= Your assignment =
Go through the material under this sentence. Return every line holding "position".

= Task data =
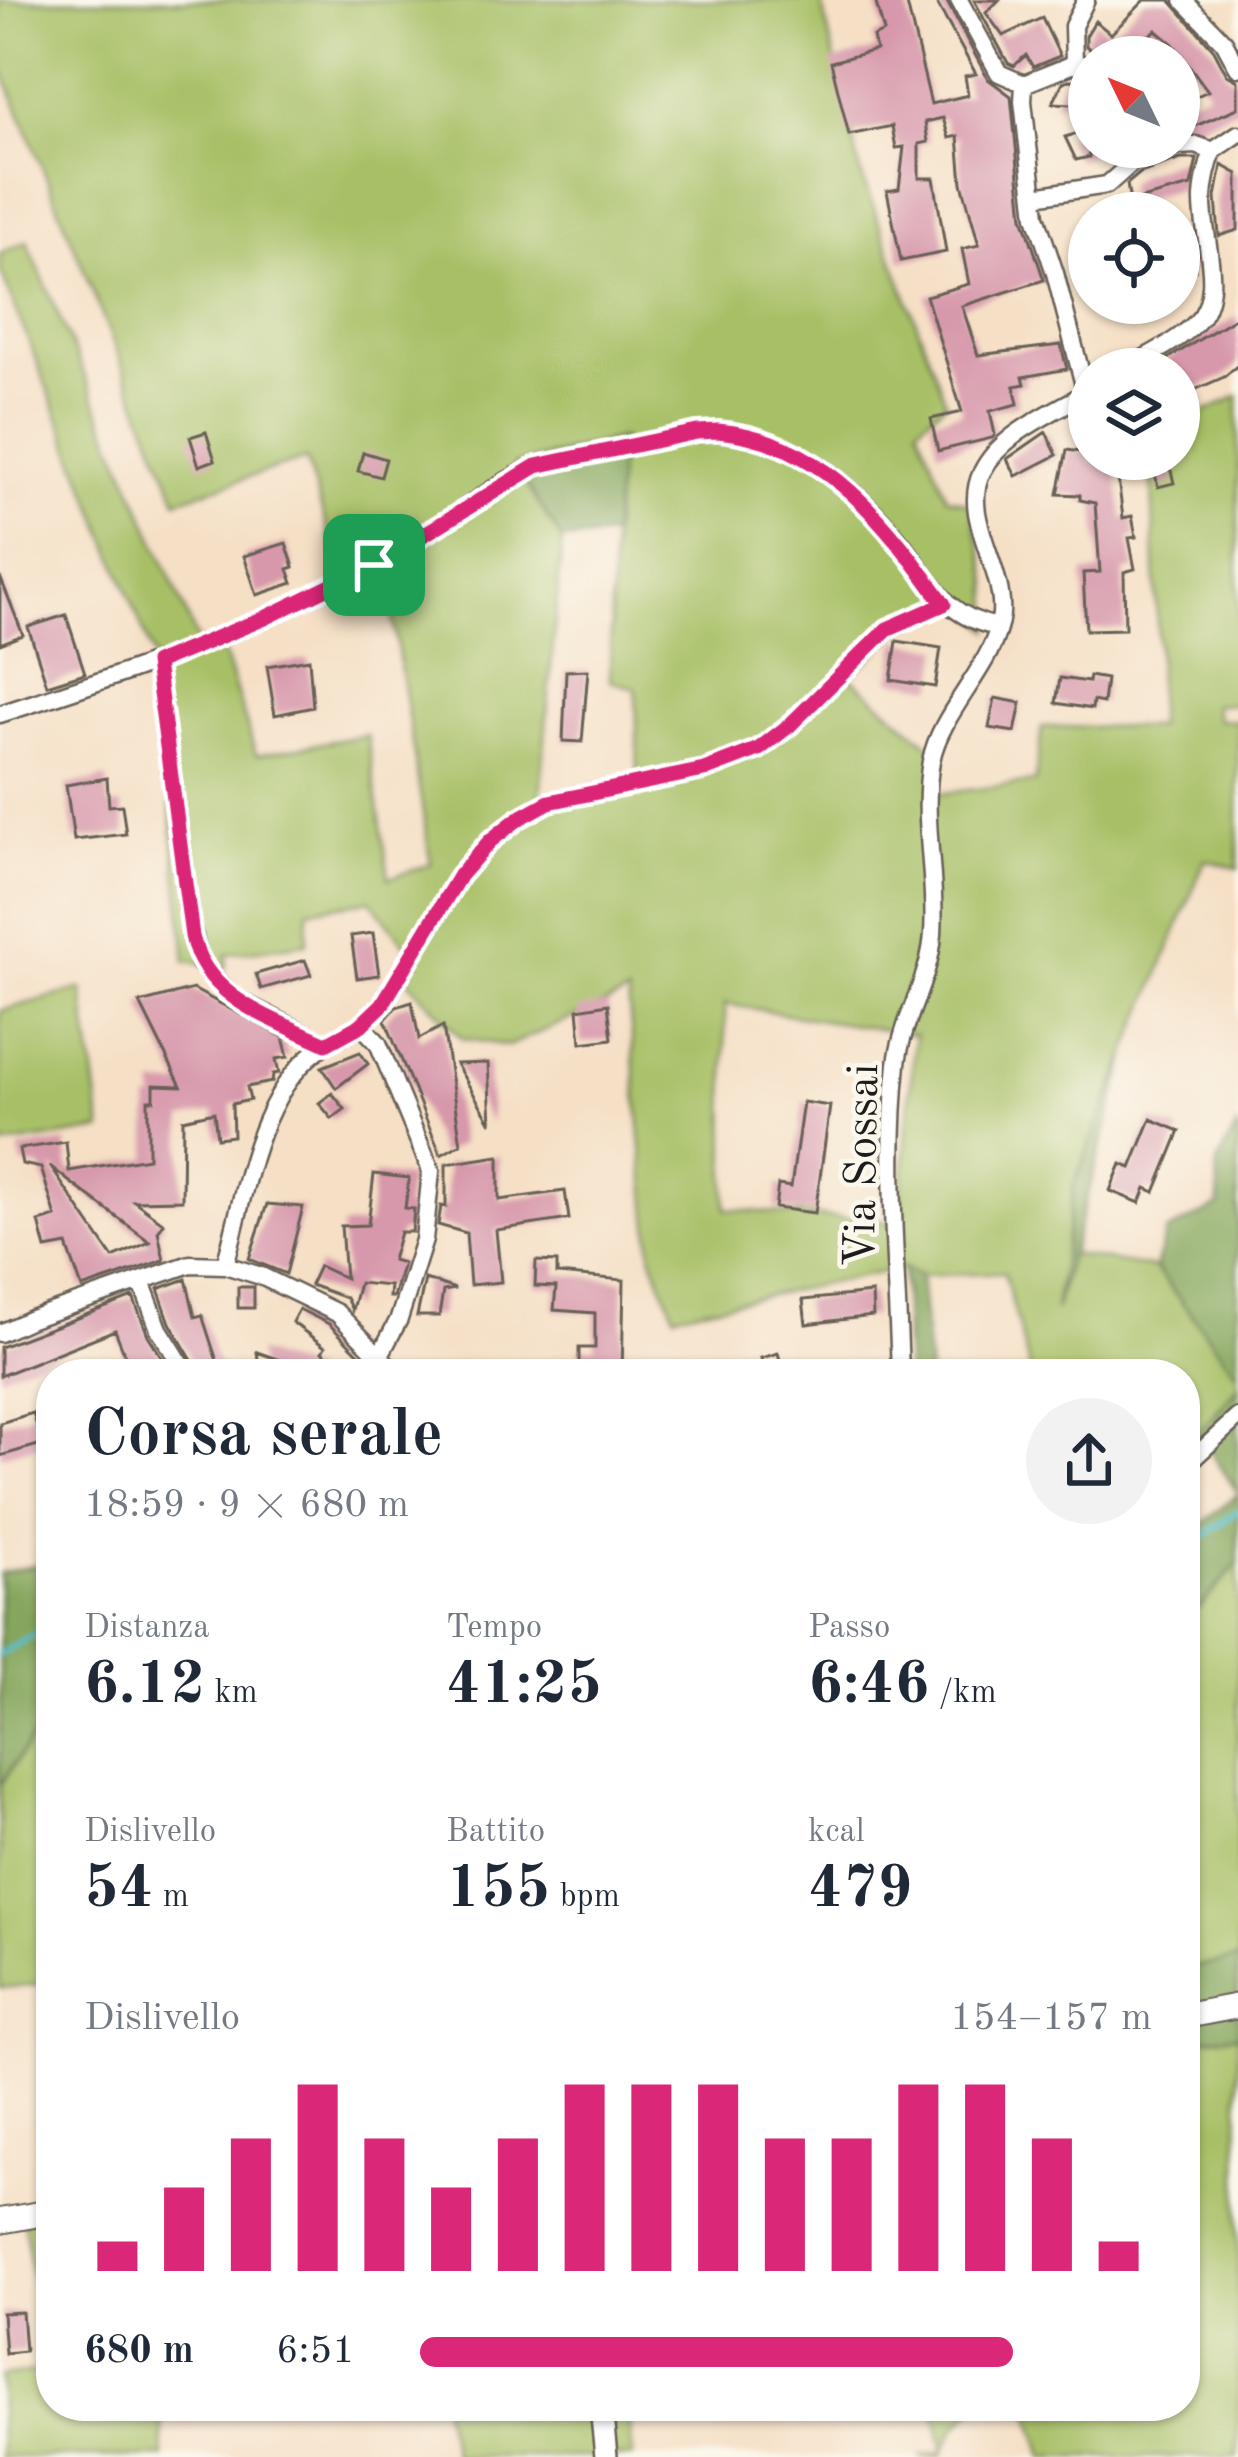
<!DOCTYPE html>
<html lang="it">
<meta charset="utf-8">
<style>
body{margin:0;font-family:"Old Standard TT",serif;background:#f2f2f3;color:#1f2937;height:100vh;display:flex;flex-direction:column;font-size:45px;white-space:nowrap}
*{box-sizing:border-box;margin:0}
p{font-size:39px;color:#747a83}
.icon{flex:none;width:66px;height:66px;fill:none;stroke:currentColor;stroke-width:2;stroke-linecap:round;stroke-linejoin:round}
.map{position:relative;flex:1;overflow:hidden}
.panel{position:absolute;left:36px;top:1359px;width:1164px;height:1062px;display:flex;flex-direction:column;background:#fff;border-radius:48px;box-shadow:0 3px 9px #0004}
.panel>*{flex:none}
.needle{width:78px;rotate:313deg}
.buttons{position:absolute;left:1068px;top:36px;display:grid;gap:24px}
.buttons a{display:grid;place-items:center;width:132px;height:132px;border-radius:50%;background:#fff;box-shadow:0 3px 9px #0004;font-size:60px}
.pin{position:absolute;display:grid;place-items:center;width:102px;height:102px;color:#fff;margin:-51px;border-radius:24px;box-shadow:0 6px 18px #0006}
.round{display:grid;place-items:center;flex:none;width:126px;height:126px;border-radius:63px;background:#f2f2f3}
.summary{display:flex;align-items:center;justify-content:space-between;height:204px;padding:0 48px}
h1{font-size:66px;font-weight:700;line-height:90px}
.figures{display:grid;grid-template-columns:repeat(3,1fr);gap:18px;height:204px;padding:12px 48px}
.figures div{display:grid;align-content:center}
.figures b{font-size:60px;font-weight:700}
.figures small{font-size:33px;font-weight:400}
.figures p{font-size:33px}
.chart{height:336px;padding:24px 48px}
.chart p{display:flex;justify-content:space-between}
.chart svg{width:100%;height:216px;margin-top:12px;stroke:#db2777;stroke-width:6}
ul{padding:0 48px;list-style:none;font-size:39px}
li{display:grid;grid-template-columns:192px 144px 1fr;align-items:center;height:90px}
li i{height:30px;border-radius:15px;background:#db2777}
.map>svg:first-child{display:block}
.green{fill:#a7c066;stroke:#626e41;stroke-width:3;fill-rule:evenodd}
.forest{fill:#85a65b;stroke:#50613c;stroke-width:3}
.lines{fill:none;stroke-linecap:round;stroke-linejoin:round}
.stream{stroke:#51beca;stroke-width:6}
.building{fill:#d798ab;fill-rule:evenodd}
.minor-casing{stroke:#686057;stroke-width:21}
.tertiary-casing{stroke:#686057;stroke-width:26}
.secondary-casing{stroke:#686057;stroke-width:28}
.minor{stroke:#fff;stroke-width:16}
.tertiary{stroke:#fff;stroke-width:21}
.secondary{stroke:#fff;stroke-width:24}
.route-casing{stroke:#fff;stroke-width:24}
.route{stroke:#db2777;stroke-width:15}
.labels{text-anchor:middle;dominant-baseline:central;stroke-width:9;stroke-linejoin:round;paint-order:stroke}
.street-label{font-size:45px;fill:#1c1c1c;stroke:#fbf7ec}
</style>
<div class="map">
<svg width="1238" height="2457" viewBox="0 0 1238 2457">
<rect width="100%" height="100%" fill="#fbf7ec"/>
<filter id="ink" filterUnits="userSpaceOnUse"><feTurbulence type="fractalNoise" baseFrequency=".00833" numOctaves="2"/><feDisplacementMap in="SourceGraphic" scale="24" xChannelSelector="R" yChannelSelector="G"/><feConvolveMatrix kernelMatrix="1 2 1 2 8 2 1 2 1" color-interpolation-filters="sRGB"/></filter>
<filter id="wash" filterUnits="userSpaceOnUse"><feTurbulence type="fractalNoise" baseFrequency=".004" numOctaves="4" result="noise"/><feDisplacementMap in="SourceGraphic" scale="48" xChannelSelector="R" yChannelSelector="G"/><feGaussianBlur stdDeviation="2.7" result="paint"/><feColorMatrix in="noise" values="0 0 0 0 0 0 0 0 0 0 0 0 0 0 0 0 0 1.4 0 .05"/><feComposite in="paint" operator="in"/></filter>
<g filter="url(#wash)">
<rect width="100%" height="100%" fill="#f5dfc5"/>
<path class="green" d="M0,0H821L861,174L946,402L918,426L947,497L970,504L989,582L990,630L957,602L902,629L850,677L940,754L936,794L1035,782L1042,727H1157L1158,646L1151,459H1179V425L1238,396V704L1214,705L1218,720L1238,721V868L1205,860L1074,1184L1059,1296L1070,1254L1155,1268L1238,1374V1388L1198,1433L1185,1441V1374H1031L1004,1272L920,1276L903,1268L674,1314L652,1258L628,994L508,1046L462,1038L402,974L415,957L371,900L308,910L307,943L227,954L226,967L186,961L156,663L0,269V254L27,241L199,644L220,641L256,755L367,735L389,878L431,864L386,575L350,604L306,459L177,500L0,63ZM621,438L612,536L610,681L636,688L638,777L540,797L562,540L514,465ZM725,1004L915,1035L899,1223L726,1209Z
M82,989L102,1130L0,1146V1011Z
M1238,1563V1959L1185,1969V1614L1200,1607Z
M51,1710V1983L0,1988V1785Z
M1238,2035V2457H1044L1029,2406H1185V2040Z
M51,2201V2406H161L163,2457H0V2376L43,2371L22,2206Z
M442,2406H627L633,2457H454Z
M934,2406H976L955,2428L941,2457H920L944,2451Z"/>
<path class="forest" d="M622,438L612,536L562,540L514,465Z
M1127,1056L1055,1310L1074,1184Z
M1238,1125V1374L1155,1268L1166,1232L1219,1206L1217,1163Z
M903,1268L920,1276L929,1374H906Z
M1238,1388V1493L1198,1433Z
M1238,1494V1563L1200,1607L1185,1614V1533L1205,1522Z
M51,1562V1710L0,1785V1573Z
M1238,1959V2035L1185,2040V1969Z"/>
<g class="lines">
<path class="stream" d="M1185,1551L1238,1510
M0,1654L51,1625"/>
</g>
<g id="blocks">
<path class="building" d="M875,0H906L931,104L968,95L965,76L976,74L935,0H946L988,79L1011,96L1023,217L1044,280L962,306L978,355L1061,345L1067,369L1023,377L1025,384L1014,386L1018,404L990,411L995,435L992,438L938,451L931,419L962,412L926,296L969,284L962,249L979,245L962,183L958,136L949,138L943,118L925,122L928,142L919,144V178H934L946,252L901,261L887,191L899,189L904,147L896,148L892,126L849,135L831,62L876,50L873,37L884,32Z
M974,0H999L986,13L1003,36L1042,18L1060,56L1033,67L1026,55L1014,66L1008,63Z
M1145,0H1170L1214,50L1227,75L1238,81V108L1179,133V104L1208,91L1173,44L1156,30L1123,57H1099L1086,46V36L1095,21L1111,34Z
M1069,80L1089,81V105L1053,103L1063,82Z
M1089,130V157L1076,160L1065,137Z
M1181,159H1197L1191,186L1130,202L1127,184L1140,173Z
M1222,165L1238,174V230L1219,236L1216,197Z
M1179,241L1195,242V270L1179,269Z
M1238,316V365L1224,377L1192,391L1186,378L1179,383V369H1151Z
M206,432L215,460L199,466L190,437Z
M1046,432L1057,455L1016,476L1007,459Z
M1067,450L1089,453L1092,462L1116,463L1123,518L1132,516L1136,537L1129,538L1135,569L1124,572L1125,629L1086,630L1083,573L1100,572L1095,503L1080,500V495L1058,494Z
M363,452L386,459L381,477L358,471Z
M1170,467L1174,483L1158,487L1154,470Z
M286,543L294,567L288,569L293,583L257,595L244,556Z
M1,579L23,635L0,644V580Z
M66,615L85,673L47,685L28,627Z
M897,641L941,648L935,687L891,680Z
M309,659L313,707L275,715L267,666Z
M588,670L582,742L563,741L566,671Z
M1089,676L1106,679L1103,703L1093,701L1092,709L1056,703L1060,678L1088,682Z
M995,698L1021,703L1015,732L989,728Z
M107,778L109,806L122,805L126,834L74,840L66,785Z
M373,933L379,975L357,978L351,936Z
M305,960L311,975L261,989L256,974Z
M193,989L283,1037L288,1057L276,1059L279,1073L273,1074L272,1082L247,1087L250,1100L232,1104L233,1136L217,1138L214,1112L183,1119L182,1200L134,1201L164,1223L158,1231L164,1260L82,1288L67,1245L46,1249L39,1222L56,1217L41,1168L22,1164L19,1149L66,1142L69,1171L148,1158V1100H154V1085L181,1086L140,1003ZM50,1166L70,1182L150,1242L113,1258Z
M412,1002L419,1039L443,1026L461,1144L441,1155L385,1020L396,1007Z
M608,1004L612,1039L581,1043L578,1009Z
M360,1052L368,1064L336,1088L322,1067Z
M488,1063L491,1123L456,1064Z
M332,1093L345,1109L332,1119L319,1103Z
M803,1102L830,1106L815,1213L775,1208L778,1185L791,1187Z
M1151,1119L1180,1131L1155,1192L1146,1188L1140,1203L1110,1191L1121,1164L1131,1168Z
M499,1156V1200L565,1191L569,1219L496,1230L501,1282L470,1285L466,1233L438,1225L441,1206L446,1207V1164Z
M374,1174L409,1178L405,1208L414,1209L412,1232H400L392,1260L403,1263L393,1297H389L390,1286L359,1283L352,1310L346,1298L310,1285L319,1266L345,1278L341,1226L368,1225Z
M267,1204L303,1207L286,1274L249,1259Z
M536,1261L557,1262V1274L624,1280L622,1374H579V1348H595V1313L554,1310L556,1287L535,1286Z
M186,1279L195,1317L202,1315L217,1361L226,1374H200L170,1323L158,1289Z
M425,1279L455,1289L443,1291L439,1316H417Z
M238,1287H254V1308H238Z
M872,1293L873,1316L806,1324L803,1300Z
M133,1297L148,1335L172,1374H108L128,1363L115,1330L0,1376V1347Z
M299,1309L329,1324L363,1358L355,1370L344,1360L339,1366L322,1352L325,1347L292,1322Z
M257,1352L314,1372L313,1374H260Z
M778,1353L784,1374H765L761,1358Z
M33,1413L42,1444L0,1456V1423Z
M22,2312L25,2351L5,2353L2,2313Z"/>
</g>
</g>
<g filter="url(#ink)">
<use href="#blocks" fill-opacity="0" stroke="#686057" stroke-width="3"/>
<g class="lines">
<g class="minor-casing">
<path id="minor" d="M959,0L999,73L1024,84L1074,64L1089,65
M1183,0L1224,42L1238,68
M1074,64L1073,26L1086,0
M1024,84L1023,101L1036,216L1055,273L1086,393
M1179,146L1196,145L1213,151
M1035,196L1107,185L1133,162L1176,147
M1125,369C1148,355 1176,343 1196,323C1227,292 1201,236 1203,197C1204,182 1208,165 1213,151L1238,134
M156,663L188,911L200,963L234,998L326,1044L361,1025L378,1043L431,1171L424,1240L399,1319L380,1355
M0,714C90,685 180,656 266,617C325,591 381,561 435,528C467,508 502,479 537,466C556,459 579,457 600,453C650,442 701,424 752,437C811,452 861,494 899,540C933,581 941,616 998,627
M361,1025L382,1005L402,974L460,875L490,841L518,819L549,802L704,770L759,749L790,725L887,629L944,604
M225,1265C246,1191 257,1089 326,1044
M141,1281L159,1329L187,1374
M0,1333L31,1319L190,1264L225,1265L261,1276L337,1313L397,1374
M900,1374C897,1272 886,1166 897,1064C902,1019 930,980 933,934C937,876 921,819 931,761C941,709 996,665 1001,614C1005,567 960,517 982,472C1001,433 1053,413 1089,391
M1185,1466L1238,1417"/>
</g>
<g class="tertiary-casing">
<path id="tertiary" d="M601,2406L606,2457"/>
</g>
<g class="secondary-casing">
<path id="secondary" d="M1185,2016L1238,2006
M0,2221L51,2212"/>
</g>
<use href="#minor" class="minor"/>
<use href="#tertiary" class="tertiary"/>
<use href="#secondary" class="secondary"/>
</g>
</g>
<g class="lines" filter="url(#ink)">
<g class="route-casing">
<path id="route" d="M718,431C824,440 887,524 944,604L887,629L790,725L759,749L704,770L549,802L518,819L490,841L460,875L382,1005L361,1025L326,1044C274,1019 205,999 192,936L156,663L265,618L374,565L536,466L697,432Z"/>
</g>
<use href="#route" class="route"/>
</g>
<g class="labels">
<g class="street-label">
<text transform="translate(864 1165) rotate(-89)">Via Sossai</text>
</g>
</g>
</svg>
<div class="buttons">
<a><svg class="needle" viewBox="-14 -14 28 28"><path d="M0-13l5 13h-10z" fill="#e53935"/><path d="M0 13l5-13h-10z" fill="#747a83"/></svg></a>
<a><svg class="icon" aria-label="locate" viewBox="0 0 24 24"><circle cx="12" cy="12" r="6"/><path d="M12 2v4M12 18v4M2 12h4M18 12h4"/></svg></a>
<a><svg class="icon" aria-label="layers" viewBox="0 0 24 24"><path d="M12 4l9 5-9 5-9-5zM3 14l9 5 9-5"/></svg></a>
</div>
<div class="pin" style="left:374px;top:565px;background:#1e9e55"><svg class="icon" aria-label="arrive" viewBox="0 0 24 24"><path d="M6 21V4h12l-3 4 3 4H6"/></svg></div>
<section class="panel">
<div class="summary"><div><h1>Corsa serale</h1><p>18:59 · 9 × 680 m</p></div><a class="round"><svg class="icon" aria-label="share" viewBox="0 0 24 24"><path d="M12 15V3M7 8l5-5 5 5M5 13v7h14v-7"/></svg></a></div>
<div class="figures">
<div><p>Distanza</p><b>6.12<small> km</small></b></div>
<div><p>Tempo</p><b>41:25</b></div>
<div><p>Passo</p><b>6:46<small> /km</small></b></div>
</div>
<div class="figures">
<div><p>Dislivello</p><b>54<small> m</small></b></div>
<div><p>Battito</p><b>155<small> bpm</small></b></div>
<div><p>kcal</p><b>479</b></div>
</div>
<div class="chart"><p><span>Dislivello</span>154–157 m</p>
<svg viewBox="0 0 160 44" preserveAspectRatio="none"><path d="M5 44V38M15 44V27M25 44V17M35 44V6M45 44V17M55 44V27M65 44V17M75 44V6M85 44V6M95 44V6M105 44V17M115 44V17M125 44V6M135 44V6M145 44V17M155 44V38"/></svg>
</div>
<ul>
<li><b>680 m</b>6:51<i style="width:81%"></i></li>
</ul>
</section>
</div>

= Reply =
.map{position:relative;flex:1;overflow:hidden}
.panel{position:absolute;left:36px;top:1359px;width:1164px;height:1062px;display:flex;flex-direction:column;background:#fff;border-radius:48px;box-shadow:0 3px 9px #0004}
.buttons{position:absolute;left:1068px;top:36px;display:grid;gap:24px}
.pin{position:absolute;display:grid;place-items:center;width:102px;height:102px;color:#fff;margin:-51px;border-radius:24px;box-shadow:0 6px 18px #0006}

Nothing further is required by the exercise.